Reproduce exactly the line with "I am building" and every line that follows it below, up to and including the last one. Do not include pictures or anything else.
*** Opening of DATA SUPPLIED ***
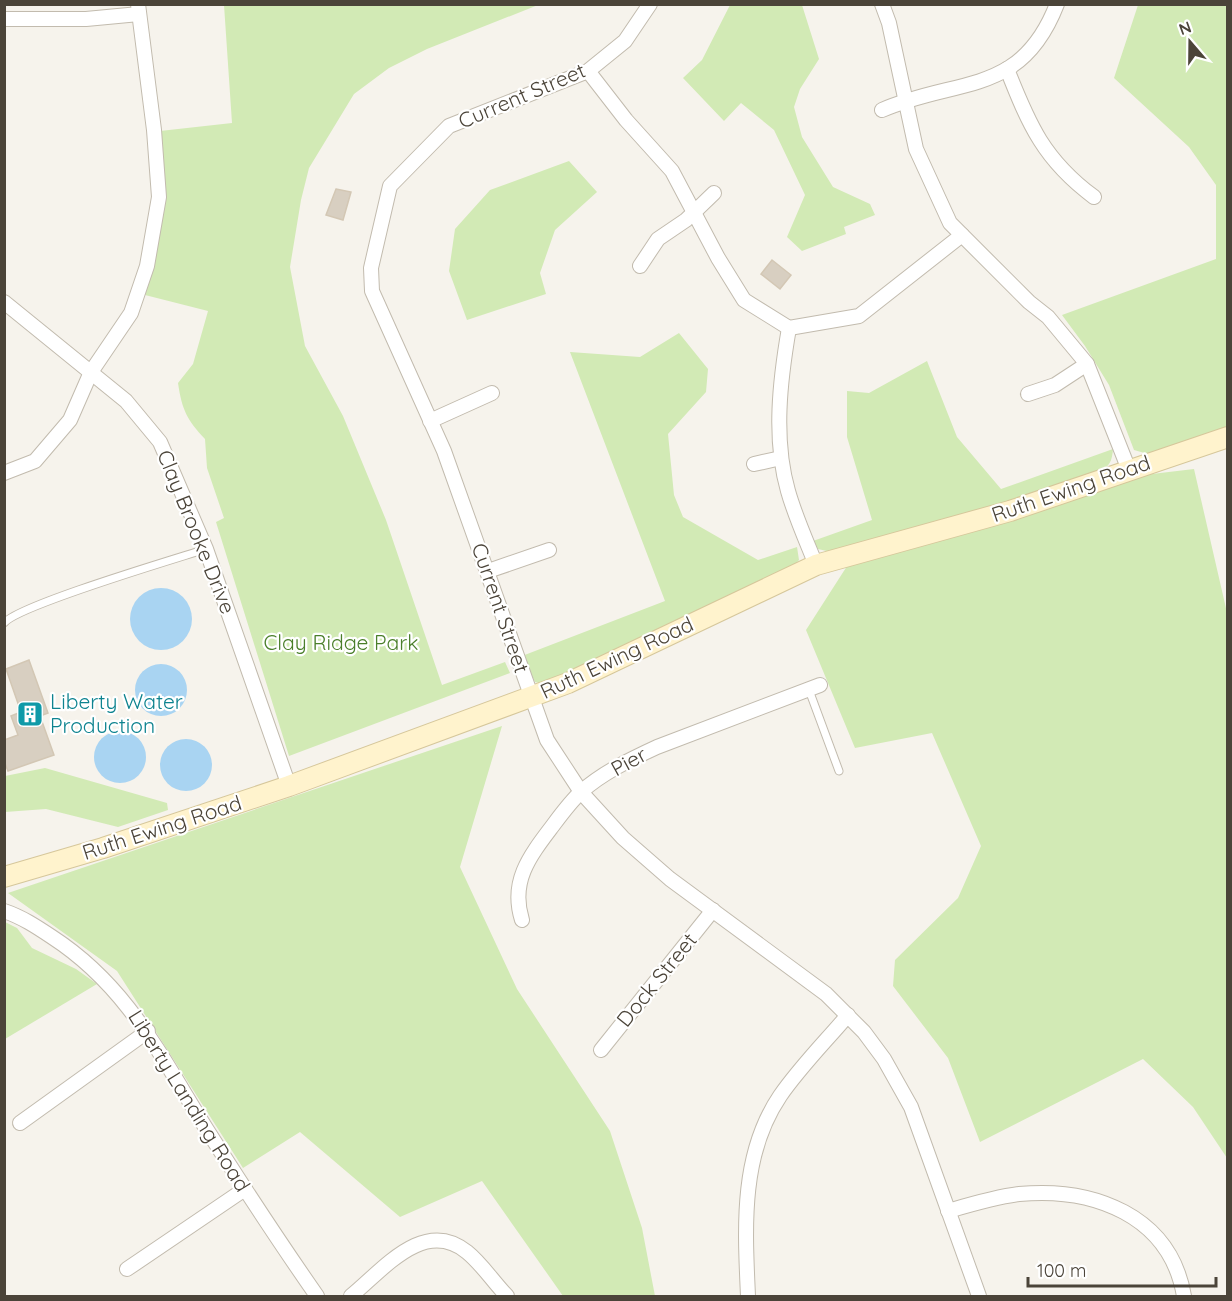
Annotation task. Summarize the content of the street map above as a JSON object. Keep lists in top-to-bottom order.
{
  "streets": {
    "street": [
      "Current Street",
      "Ruth Ewing Road",
      "Clay Brooke Drive",
      "Pier",
      "Dock Street",
      "Liberty Landing Road"
    ]
  },
  "crossings": [
    ["Current Street", "Ruth Ewing Road"],
    ["Current Street", "Pier"],
    ["Current Street", "Dock Street"],
    ["Ruth Ewing Road", "Clay Brooke Drive"]
  ],
  "parks": ["Clay Ridge Park"],
  "places": {
    "building": ["Liberty Water Production"]
  },
  "scale_bar": "100 m",
  "north": "top"
}
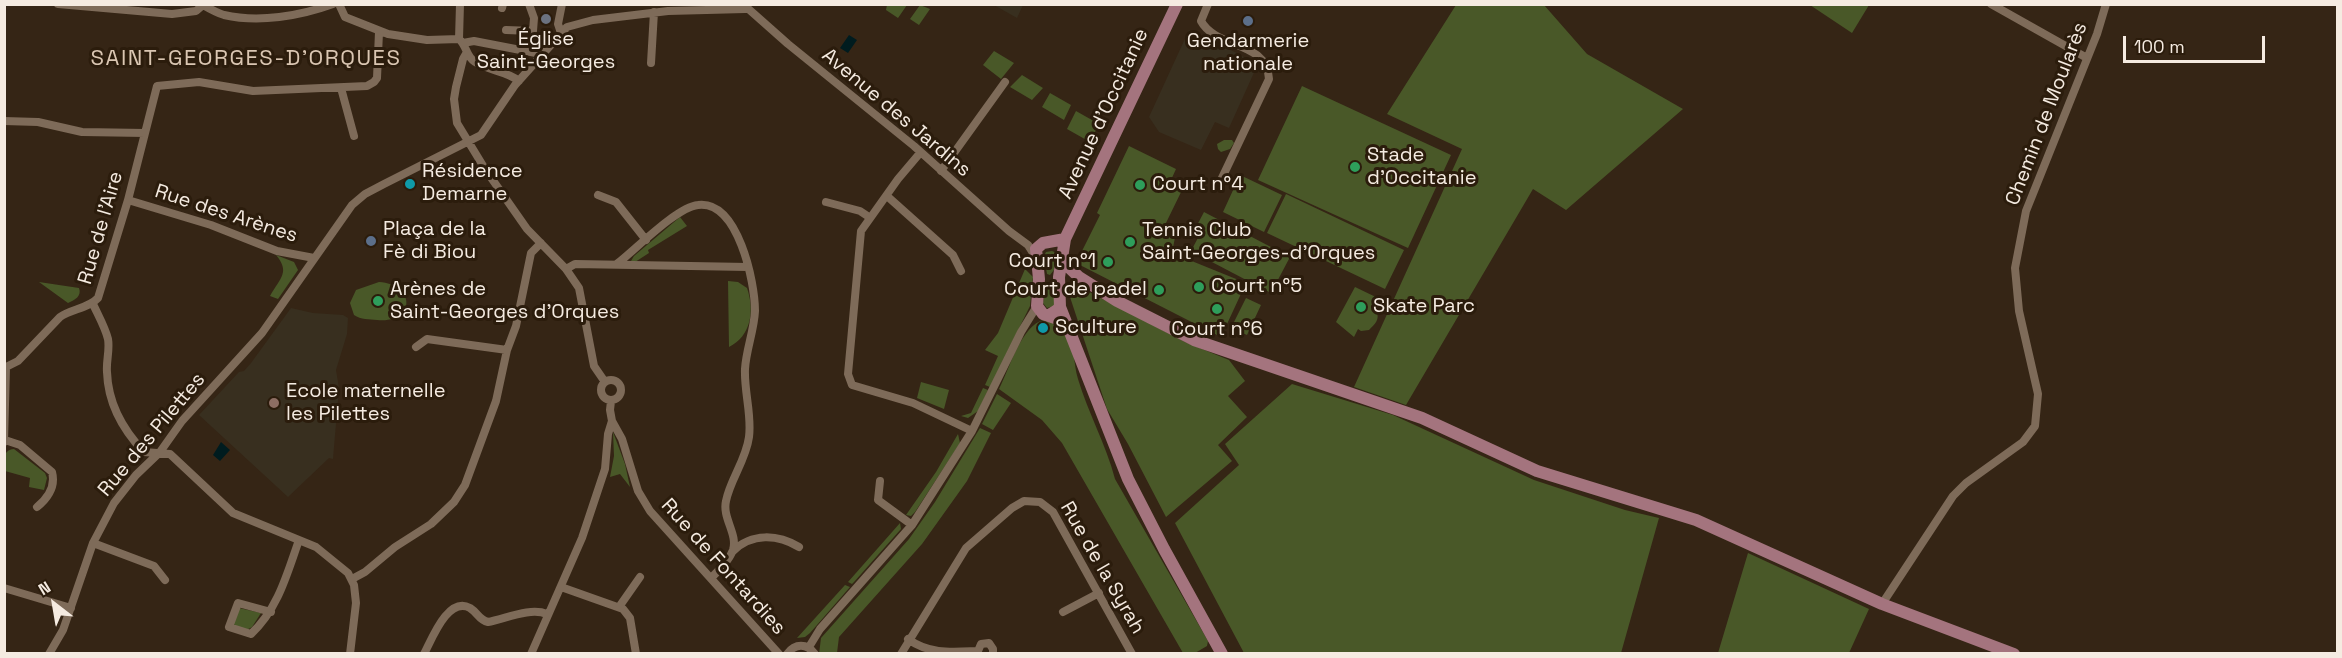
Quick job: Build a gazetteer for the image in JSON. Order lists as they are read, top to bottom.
{
  "streets": {
    "street": [
      "Avenue des Jardins",
      "Avenue d'Occitanie",
      "Chemin de Moularès",
      "Rue des Arènes",
      "Rue de l'Aire",
      "Rue des Pilettes",
      "Rue de Fontardies",
      "Rue de la Syrah"
    ]
  },
  "crossings": [
    ["Rue des Arènes", "Rue de l'Aire"],
    ["Rue des Arènes", "Rue des Pilettes"]
  ],
  "districts": ["SAINT-GEORGES-D'ORQUES"],
  "places": [
    "Église Saint-Georges",
    "Gendarmerie nationale",
    "Stade d'Occitanie",
    "Résidence Demarne",
    "Court n°4",
    "Plaça de la Fè di Biou",
    "Tennis Club Saint-Georges-d'Orques",
    "Court n°1",
    "Court n°5",
    "Court de padel",
    "Arènes de Saint-Georges d'Orques",
    "Skate Parc",
    "Court n°6",
    "Sculture",
    "Ecole maternelle les Pilettes"
  ],
  "scale_bar": "100 m",
  "north": "top left"
}
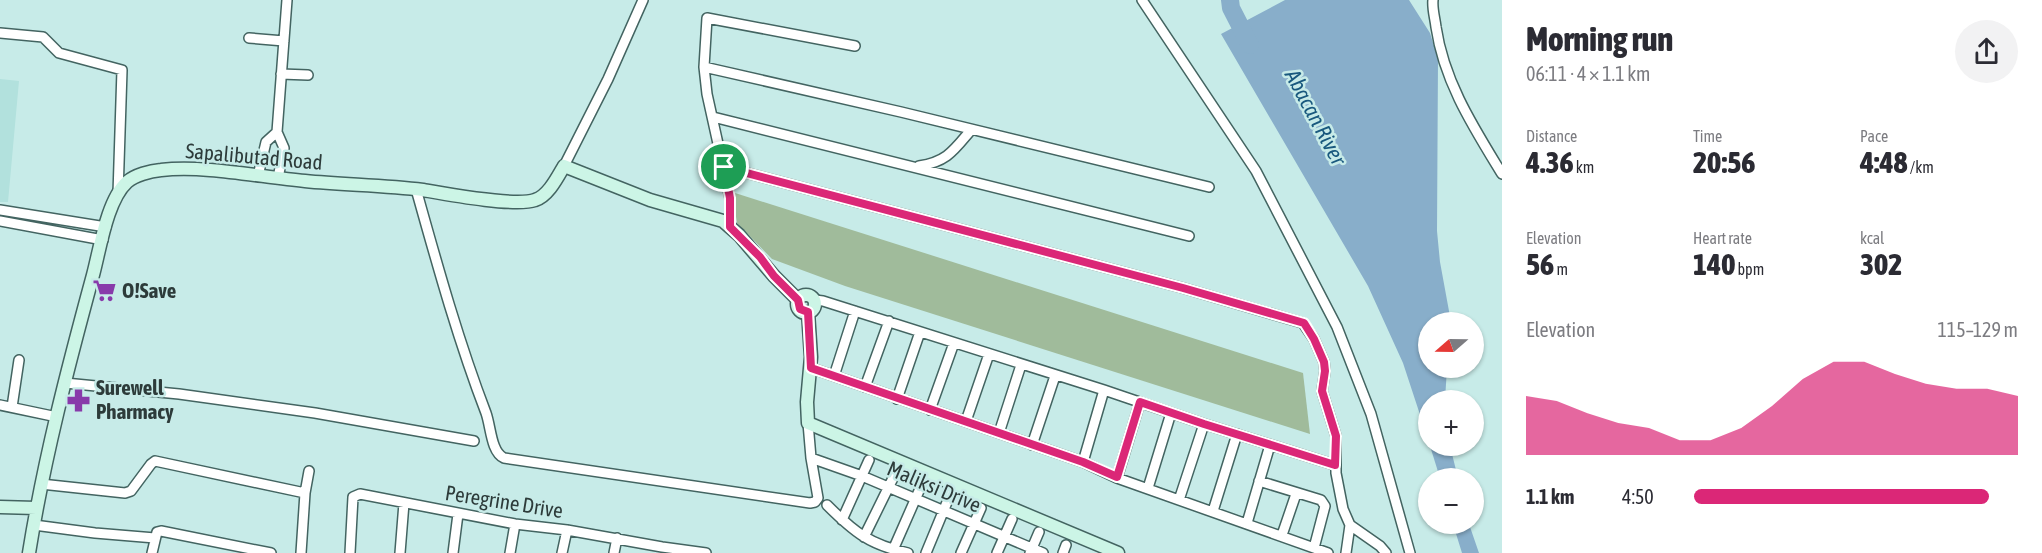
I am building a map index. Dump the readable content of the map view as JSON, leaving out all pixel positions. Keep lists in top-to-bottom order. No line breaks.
{"streets":{"street":["Sapalibutad Road","Maliksi Drive","Peregrine Drive"]},"water":["Abacan River"],"places":{"supermarket":["O!Save"],"pharmacy":["Surewell Pharmacy"]},"north":"left","page":{"heading":["Morning run","06:11 · 4 × 1.1 km"],"stats":[["Distance","4.36 km"],["Time","20:56"],["Pace","4:48 /km"],["Elevation","56 m"],["Heart rate","140 bpm"],["kcal","302"]],"chart":["Elevation","115–129 m"],"map_buttons":["+","−"],"list":[{"name":"1.1 km","note":"4:50"}]}}
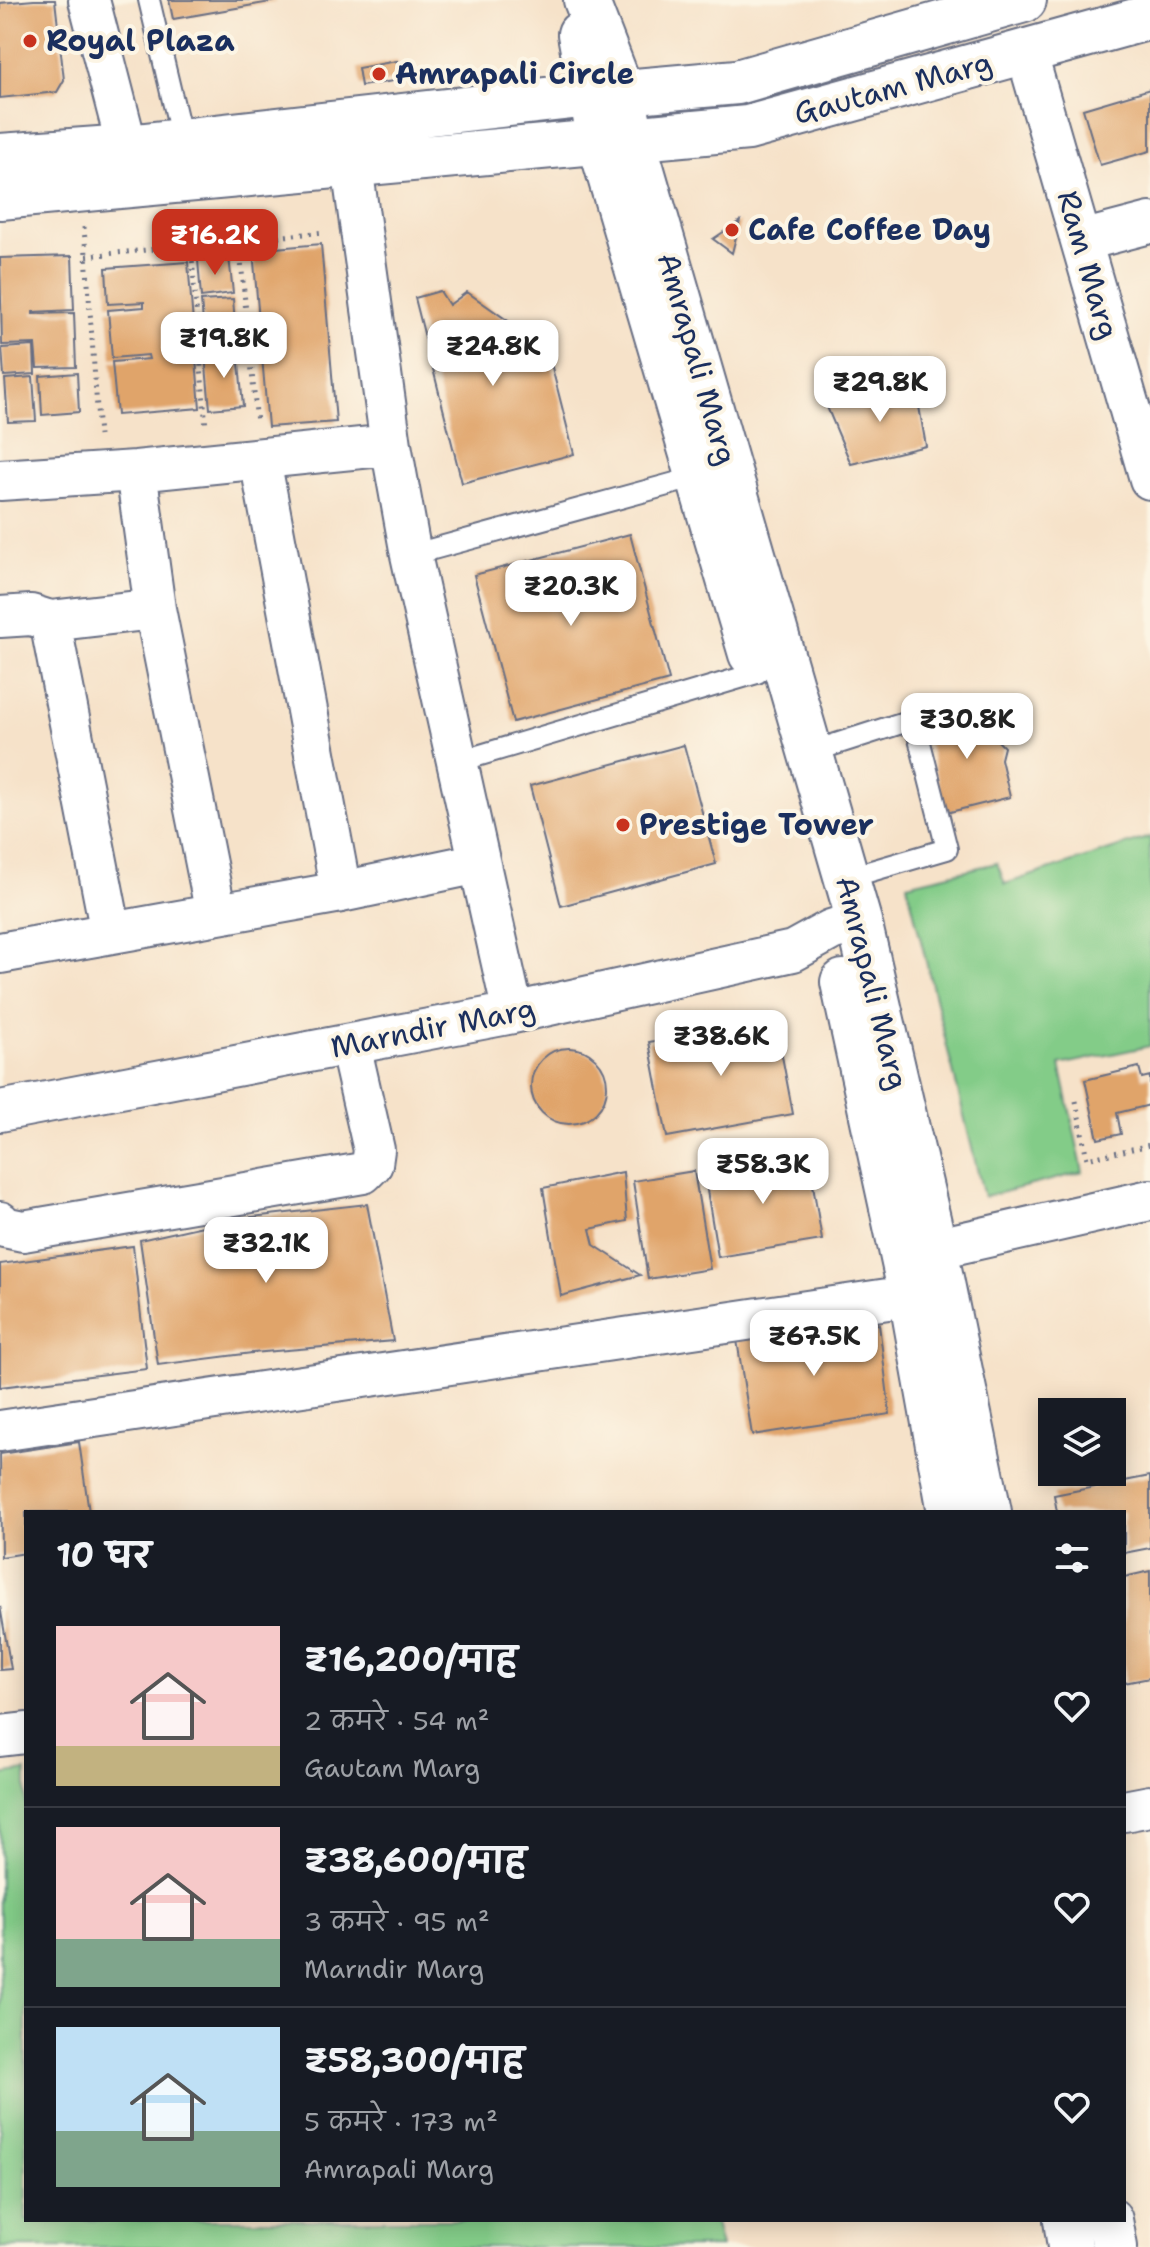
*** Close of DATA SUPPLIED ***
**ANSWER SECTION:**
I am building a map index. Dump the readable content of the map view as JSON, leaving out all pixel positions. Keep lists in top-to-bottom order. No line breaks.
{"streets":{"street":["Sapalibutad Road","Maliksi Drive","Peregrine Drive"]},"water":["Abacan River"],"places":{"supermarket":["O!Save"],"pharmacy":["Surewell Pharmacy"]},"north":"left","page":{"heading":["Morning run","06:11 · 4 × 1.1 km"],"stats":[["Distance","4.36 km"],["Time","20:56"],["Pace","4:48 /km"],["Elevation","56 m"],["Heart rate","140 bpm"],["kcal","302"]],"chart":["Elevation","115–129 m"],"map_buttons":["+","−"],"list":[{"name":"1.1 km","note":"4:50"}]}}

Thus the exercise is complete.